• [EXERCISE GOAL] Go through the entries, filter for the word "buttons", and copy every line that has it.

• [TASK MATERIAL]
※

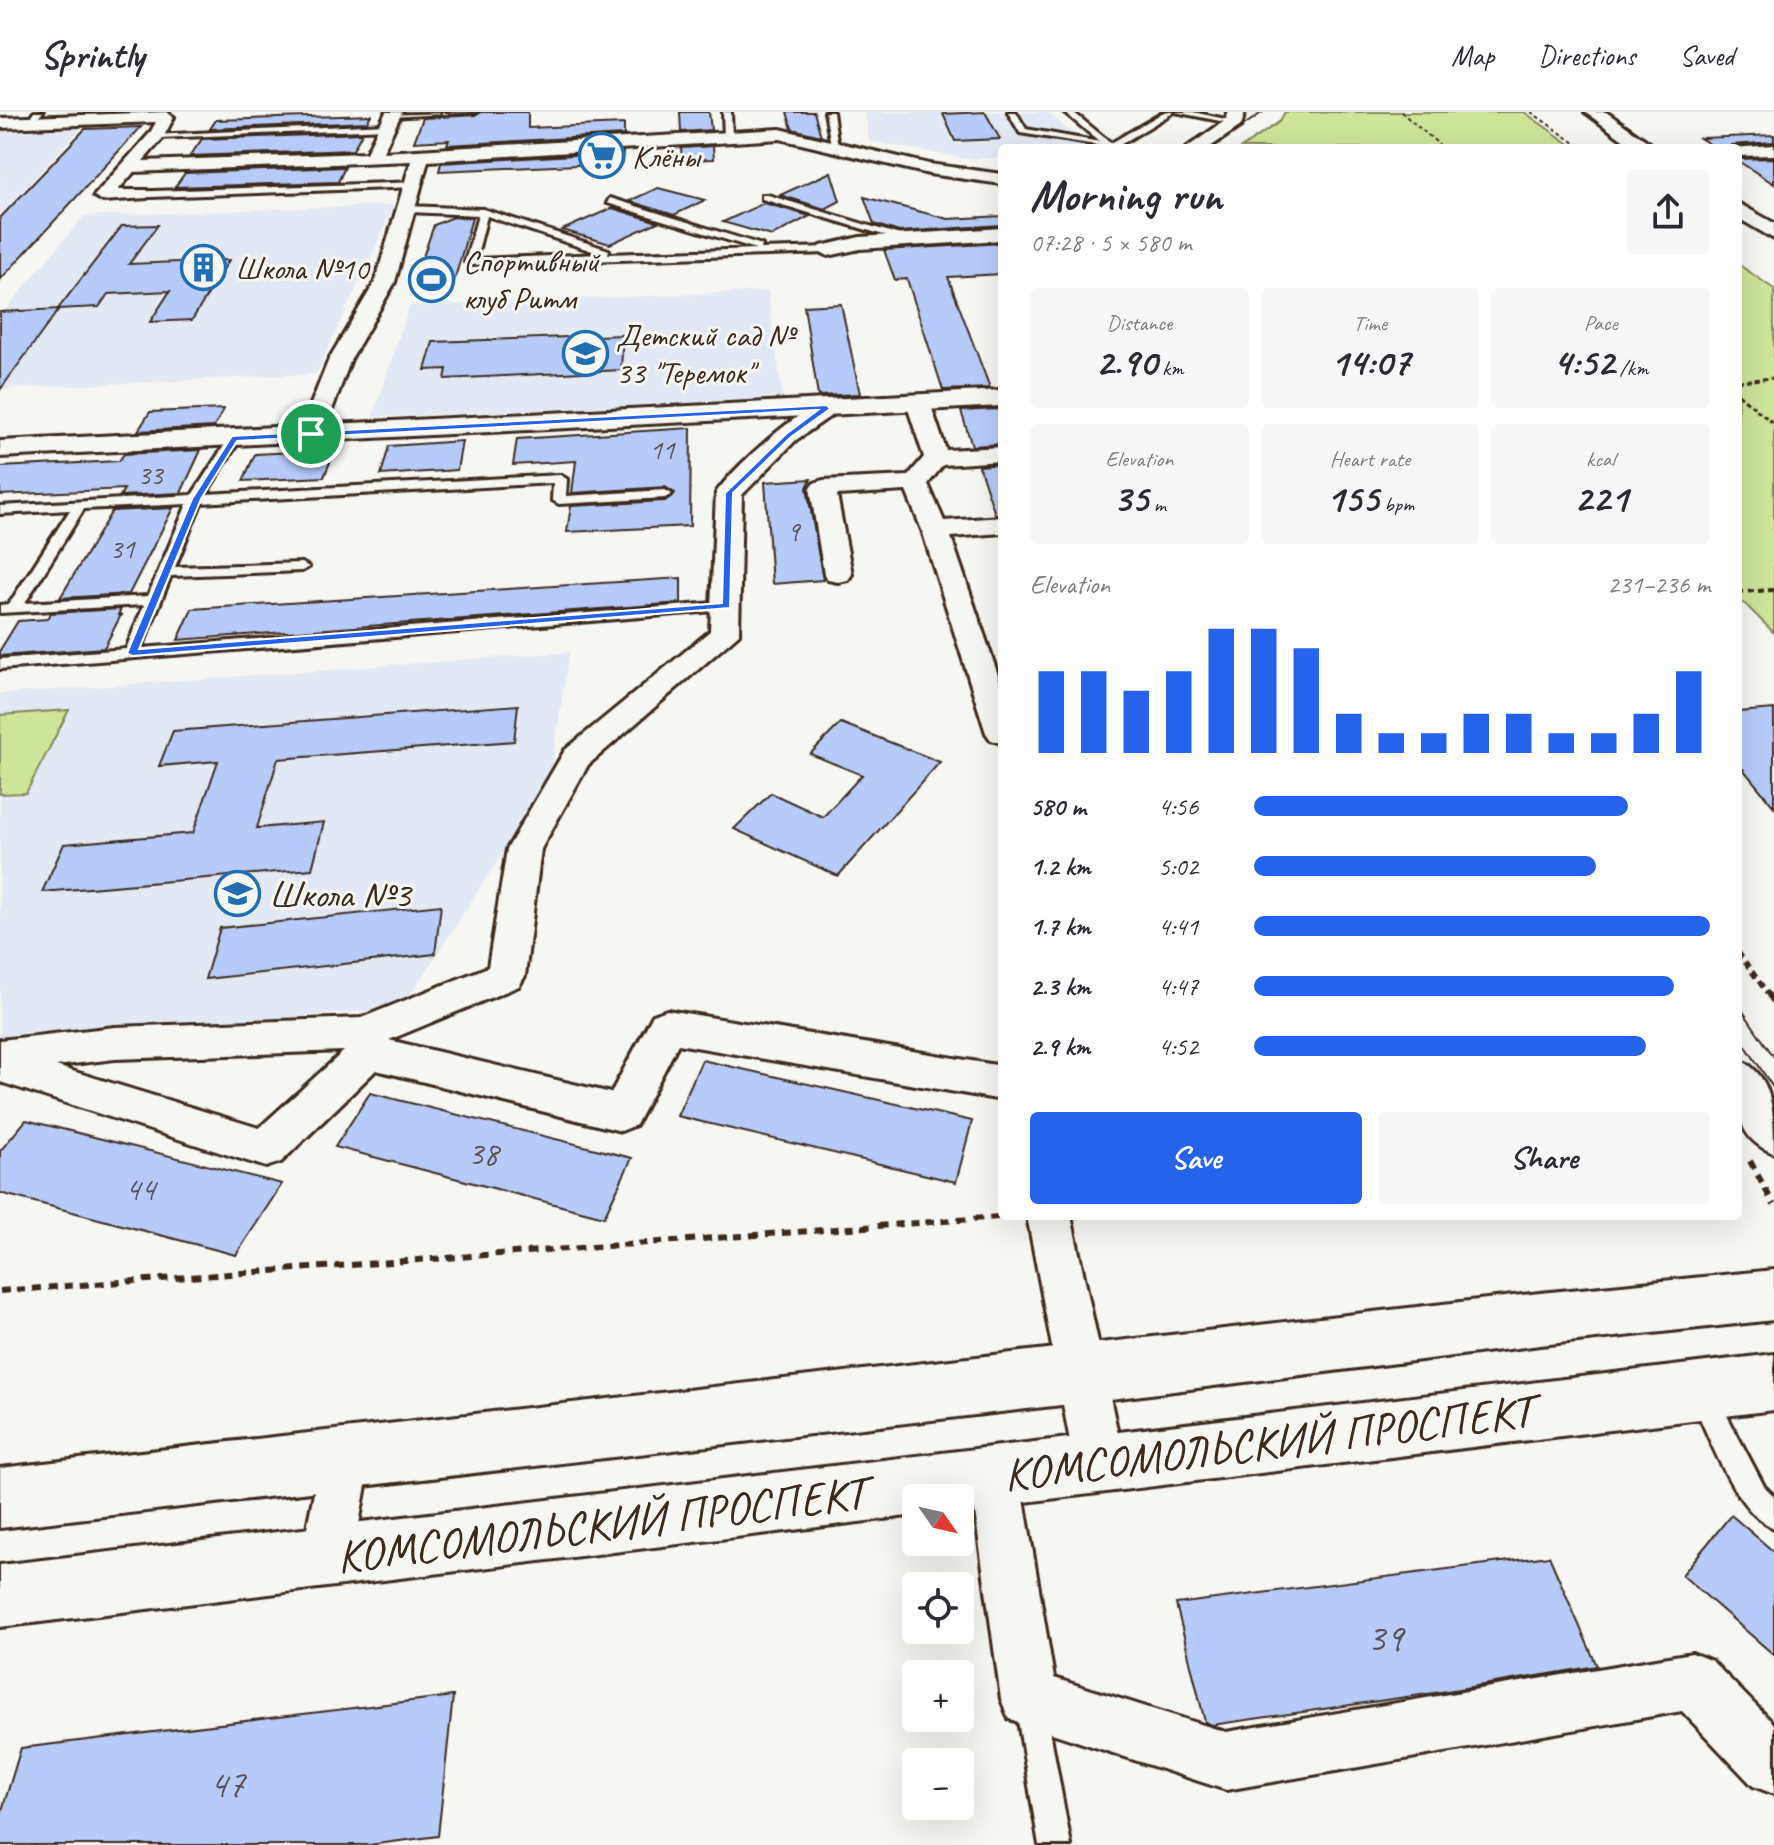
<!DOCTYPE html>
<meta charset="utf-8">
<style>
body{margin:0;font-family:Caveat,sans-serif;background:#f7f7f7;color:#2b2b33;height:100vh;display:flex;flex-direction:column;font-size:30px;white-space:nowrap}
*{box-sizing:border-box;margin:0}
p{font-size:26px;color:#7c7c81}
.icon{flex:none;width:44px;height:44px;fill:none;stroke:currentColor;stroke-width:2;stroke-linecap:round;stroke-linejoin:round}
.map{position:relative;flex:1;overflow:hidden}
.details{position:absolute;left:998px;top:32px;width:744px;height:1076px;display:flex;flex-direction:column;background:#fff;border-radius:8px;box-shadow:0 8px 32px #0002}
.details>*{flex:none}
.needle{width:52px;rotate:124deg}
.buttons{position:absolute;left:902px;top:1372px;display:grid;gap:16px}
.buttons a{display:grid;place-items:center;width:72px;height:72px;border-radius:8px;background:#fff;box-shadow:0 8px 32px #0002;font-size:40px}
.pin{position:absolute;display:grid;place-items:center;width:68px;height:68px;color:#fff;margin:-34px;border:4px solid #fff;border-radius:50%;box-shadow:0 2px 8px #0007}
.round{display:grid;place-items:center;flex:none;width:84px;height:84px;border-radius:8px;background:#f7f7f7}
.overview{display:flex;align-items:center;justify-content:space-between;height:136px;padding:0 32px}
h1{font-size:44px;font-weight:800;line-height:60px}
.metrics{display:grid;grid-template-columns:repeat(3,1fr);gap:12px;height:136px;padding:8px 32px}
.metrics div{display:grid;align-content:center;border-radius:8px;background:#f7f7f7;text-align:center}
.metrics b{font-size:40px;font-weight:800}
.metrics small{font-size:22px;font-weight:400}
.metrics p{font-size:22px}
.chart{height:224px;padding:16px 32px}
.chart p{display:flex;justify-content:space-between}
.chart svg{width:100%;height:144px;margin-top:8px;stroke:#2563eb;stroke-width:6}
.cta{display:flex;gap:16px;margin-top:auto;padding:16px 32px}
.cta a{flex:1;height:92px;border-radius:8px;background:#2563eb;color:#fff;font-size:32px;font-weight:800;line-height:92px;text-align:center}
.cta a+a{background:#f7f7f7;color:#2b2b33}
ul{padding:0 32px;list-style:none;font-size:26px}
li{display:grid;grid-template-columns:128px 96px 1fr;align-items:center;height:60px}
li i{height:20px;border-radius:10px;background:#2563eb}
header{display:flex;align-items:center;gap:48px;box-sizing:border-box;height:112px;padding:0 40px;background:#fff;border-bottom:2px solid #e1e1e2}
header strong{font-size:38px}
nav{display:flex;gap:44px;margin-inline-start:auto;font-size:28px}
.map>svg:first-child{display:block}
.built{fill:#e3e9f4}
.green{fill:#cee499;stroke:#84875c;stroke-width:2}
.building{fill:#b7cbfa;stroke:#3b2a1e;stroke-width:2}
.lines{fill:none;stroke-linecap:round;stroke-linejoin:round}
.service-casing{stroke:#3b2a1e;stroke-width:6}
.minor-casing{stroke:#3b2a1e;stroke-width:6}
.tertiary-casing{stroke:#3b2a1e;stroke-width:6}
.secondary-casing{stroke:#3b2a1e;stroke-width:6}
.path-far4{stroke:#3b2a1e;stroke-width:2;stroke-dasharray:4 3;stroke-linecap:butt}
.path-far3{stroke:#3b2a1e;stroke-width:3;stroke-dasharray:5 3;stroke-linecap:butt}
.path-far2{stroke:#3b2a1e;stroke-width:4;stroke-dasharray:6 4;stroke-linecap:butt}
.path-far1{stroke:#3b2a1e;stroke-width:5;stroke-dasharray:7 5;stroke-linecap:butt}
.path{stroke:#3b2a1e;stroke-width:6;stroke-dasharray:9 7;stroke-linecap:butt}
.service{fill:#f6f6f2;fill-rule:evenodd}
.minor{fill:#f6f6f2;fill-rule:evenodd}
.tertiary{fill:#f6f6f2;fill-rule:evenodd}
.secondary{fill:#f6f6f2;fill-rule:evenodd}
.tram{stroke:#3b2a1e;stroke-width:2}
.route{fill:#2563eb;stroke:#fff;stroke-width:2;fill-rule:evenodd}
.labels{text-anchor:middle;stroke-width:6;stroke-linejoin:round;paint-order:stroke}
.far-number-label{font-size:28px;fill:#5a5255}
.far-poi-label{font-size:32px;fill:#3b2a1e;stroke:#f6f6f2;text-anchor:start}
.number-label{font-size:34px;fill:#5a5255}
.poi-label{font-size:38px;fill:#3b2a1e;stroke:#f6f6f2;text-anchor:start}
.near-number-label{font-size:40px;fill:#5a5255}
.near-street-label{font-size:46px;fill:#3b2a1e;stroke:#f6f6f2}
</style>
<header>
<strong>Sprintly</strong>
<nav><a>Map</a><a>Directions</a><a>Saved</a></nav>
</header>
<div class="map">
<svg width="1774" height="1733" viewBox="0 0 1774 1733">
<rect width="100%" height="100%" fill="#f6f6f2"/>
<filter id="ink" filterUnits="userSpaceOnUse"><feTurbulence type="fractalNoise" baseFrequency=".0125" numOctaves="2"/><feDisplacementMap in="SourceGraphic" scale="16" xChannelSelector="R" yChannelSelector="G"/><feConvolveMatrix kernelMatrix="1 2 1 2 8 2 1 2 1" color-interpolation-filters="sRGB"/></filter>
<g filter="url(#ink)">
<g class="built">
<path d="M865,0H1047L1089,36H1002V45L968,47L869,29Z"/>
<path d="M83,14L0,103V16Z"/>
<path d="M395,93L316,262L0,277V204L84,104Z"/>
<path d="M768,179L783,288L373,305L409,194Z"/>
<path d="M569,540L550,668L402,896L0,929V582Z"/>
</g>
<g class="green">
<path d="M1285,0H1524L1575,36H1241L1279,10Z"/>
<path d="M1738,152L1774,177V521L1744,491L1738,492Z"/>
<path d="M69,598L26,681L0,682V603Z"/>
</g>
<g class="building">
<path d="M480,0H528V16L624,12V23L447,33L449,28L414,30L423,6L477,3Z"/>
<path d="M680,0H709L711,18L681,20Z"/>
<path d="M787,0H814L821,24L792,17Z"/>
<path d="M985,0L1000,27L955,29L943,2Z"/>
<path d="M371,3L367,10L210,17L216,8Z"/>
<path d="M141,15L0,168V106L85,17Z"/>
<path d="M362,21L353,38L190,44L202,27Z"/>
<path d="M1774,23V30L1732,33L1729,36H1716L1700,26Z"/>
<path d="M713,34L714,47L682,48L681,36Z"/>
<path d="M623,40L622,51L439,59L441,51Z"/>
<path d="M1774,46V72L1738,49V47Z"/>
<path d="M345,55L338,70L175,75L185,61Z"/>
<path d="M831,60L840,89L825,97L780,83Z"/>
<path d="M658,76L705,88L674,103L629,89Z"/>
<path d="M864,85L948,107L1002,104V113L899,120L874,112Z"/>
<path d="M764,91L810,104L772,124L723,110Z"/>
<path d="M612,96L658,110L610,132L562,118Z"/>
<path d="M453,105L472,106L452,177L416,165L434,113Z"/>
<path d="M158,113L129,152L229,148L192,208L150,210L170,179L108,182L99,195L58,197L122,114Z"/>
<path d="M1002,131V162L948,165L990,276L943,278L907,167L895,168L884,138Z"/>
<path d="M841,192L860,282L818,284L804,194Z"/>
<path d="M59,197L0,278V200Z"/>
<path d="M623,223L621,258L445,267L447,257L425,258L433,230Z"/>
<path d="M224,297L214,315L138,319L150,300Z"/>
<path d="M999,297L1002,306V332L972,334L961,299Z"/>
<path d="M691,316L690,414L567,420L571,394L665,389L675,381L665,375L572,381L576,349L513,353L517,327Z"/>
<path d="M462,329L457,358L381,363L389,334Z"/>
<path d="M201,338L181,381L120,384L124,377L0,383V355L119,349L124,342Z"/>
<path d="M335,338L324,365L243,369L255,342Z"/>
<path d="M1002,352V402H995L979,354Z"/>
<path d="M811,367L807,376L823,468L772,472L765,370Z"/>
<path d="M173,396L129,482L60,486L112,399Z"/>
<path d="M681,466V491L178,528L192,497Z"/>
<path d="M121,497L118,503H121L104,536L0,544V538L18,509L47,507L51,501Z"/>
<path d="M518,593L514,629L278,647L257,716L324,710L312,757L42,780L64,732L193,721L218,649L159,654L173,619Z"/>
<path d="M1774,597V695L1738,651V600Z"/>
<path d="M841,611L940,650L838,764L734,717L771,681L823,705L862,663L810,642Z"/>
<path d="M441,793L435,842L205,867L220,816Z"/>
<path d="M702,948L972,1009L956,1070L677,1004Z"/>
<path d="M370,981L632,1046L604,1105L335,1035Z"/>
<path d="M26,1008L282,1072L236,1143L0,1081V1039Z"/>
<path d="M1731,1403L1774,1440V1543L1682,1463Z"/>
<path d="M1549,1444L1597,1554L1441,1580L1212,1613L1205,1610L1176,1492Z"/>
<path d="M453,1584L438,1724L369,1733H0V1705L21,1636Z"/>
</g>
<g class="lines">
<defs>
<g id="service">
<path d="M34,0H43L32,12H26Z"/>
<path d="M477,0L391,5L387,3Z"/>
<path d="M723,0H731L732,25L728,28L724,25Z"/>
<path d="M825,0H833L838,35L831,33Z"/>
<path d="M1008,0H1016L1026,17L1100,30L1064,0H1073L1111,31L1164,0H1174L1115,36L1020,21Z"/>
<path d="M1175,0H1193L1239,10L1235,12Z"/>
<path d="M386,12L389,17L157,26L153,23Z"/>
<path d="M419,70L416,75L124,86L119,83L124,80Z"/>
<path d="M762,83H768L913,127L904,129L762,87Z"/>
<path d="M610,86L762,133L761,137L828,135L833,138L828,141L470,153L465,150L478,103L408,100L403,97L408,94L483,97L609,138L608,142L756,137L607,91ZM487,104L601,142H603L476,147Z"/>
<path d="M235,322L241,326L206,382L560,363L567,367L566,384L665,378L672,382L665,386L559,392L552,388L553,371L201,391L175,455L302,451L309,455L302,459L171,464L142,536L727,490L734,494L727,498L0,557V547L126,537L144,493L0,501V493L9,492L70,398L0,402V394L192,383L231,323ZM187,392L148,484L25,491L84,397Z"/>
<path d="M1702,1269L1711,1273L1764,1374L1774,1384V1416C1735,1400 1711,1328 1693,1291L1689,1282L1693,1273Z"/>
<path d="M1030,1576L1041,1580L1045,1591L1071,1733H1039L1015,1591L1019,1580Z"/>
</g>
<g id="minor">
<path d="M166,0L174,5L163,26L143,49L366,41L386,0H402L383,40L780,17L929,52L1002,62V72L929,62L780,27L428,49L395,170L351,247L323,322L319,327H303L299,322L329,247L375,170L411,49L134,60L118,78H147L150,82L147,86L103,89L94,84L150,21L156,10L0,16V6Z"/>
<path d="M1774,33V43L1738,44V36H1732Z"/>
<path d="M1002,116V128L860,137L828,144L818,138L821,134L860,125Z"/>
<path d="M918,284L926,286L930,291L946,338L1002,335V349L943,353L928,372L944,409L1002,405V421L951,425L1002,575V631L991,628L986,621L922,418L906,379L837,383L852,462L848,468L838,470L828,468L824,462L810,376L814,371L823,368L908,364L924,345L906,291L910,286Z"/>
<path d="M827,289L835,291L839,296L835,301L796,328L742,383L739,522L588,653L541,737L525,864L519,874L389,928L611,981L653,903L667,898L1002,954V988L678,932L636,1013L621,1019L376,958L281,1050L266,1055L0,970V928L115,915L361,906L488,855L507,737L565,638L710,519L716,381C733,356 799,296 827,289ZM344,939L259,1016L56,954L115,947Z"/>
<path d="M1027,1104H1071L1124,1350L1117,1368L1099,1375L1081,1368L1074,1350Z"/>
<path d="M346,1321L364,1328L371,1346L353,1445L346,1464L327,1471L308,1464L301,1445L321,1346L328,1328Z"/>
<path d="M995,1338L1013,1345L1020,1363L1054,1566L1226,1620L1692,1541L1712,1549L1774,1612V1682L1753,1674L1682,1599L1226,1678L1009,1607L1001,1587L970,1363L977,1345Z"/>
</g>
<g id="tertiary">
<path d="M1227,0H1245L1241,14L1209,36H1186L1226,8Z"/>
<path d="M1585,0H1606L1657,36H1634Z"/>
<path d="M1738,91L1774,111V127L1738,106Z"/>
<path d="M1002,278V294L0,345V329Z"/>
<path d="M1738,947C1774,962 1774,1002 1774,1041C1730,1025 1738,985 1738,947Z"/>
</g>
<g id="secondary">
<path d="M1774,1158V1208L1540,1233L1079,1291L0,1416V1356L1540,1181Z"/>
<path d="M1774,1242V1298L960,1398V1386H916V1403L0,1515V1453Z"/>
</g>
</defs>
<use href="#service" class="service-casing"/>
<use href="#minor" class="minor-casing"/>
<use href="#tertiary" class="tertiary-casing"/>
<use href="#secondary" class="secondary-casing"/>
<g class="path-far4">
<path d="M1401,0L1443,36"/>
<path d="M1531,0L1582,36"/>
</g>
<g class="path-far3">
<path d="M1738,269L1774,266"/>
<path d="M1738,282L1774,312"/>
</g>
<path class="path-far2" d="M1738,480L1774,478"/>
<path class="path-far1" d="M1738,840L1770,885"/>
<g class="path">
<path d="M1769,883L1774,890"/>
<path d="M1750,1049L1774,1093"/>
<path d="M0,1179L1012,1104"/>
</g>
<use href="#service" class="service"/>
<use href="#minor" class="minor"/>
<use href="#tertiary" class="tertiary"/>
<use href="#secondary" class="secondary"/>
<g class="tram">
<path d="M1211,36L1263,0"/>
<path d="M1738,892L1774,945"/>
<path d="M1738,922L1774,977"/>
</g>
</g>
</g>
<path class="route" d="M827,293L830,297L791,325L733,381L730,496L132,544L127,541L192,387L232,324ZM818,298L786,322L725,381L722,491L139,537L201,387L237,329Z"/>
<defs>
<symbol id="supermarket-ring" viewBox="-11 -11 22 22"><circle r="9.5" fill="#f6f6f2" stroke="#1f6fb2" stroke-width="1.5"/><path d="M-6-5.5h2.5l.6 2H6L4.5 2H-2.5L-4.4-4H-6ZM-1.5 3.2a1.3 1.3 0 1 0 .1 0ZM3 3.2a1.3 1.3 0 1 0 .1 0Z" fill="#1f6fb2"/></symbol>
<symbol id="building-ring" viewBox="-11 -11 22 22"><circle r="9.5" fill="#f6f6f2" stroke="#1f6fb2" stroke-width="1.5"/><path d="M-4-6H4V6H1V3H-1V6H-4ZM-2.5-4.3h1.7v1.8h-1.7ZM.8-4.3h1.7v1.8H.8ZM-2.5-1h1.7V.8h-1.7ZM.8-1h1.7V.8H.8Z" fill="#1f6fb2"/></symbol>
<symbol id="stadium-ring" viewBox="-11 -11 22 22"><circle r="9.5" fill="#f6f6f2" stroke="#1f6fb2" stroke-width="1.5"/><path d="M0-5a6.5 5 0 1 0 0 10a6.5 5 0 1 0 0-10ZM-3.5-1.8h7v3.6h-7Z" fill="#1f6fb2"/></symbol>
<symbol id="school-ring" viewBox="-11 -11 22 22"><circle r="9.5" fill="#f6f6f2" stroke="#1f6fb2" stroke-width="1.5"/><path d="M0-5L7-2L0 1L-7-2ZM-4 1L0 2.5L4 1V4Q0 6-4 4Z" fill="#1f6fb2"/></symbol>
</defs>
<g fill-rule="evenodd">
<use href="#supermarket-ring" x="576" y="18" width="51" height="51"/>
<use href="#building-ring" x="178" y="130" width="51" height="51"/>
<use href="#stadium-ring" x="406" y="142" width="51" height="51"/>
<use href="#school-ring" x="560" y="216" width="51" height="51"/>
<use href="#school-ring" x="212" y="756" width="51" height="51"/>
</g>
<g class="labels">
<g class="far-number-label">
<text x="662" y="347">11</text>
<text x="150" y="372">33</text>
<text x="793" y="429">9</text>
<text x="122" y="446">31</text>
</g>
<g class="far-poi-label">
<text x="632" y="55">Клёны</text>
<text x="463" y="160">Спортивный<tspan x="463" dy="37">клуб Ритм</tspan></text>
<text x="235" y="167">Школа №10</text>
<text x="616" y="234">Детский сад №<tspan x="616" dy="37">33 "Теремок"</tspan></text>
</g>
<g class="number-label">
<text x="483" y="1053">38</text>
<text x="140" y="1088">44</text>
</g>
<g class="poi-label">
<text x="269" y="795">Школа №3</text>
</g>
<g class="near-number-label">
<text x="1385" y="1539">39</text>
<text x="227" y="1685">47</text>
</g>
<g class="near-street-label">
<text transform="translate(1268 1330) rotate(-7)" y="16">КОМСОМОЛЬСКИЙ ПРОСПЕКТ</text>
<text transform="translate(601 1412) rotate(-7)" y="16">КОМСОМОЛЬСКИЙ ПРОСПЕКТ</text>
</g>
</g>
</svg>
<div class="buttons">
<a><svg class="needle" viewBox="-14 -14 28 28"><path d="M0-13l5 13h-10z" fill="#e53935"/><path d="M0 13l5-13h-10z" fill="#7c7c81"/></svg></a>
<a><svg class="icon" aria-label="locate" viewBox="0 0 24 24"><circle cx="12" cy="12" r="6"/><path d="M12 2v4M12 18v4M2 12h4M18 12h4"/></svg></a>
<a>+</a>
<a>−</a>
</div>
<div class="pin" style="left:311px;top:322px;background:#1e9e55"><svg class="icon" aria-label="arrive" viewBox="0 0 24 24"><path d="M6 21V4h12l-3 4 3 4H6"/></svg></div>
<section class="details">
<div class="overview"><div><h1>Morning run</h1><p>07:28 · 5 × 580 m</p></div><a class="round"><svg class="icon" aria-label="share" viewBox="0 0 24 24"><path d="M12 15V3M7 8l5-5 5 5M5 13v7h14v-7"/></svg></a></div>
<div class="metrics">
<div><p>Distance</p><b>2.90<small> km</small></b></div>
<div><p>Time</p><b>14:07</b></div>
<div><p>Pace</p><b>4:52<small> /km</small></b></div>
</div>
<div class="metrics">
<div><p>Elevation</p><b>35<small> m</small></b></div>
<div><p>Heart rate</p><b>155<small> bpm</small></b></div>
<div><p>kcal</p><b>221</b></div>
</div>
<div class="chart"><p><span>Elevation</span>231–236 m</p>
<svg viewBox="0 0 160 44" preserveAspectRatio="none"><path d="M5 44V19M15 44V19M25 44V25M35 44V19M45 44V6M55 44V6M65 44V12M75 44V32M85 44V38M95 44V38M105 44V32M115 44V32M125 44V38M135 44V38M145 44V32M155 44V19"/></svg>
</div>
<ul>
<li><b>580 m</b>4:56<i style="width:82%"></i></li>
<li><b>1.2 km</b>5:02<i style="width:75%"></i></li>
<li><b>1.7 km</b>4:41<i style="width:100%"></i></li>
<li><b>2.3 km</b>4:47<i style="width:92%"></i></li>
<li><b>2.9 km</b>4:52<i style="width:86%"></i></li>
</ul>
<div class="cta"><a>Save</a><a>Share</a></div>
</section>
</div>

※

• [RESPONSE AREA]
.buttons{position:absolute;left:902px;top:1372px;display:grid;gap:16px}
.buttons a{display:grid;place-items:center;width:72px;height:72px;border-radius:8px;background:#fff;box-shadow:0 8px 32px #0002;font-size:40px}
<div class="buttons">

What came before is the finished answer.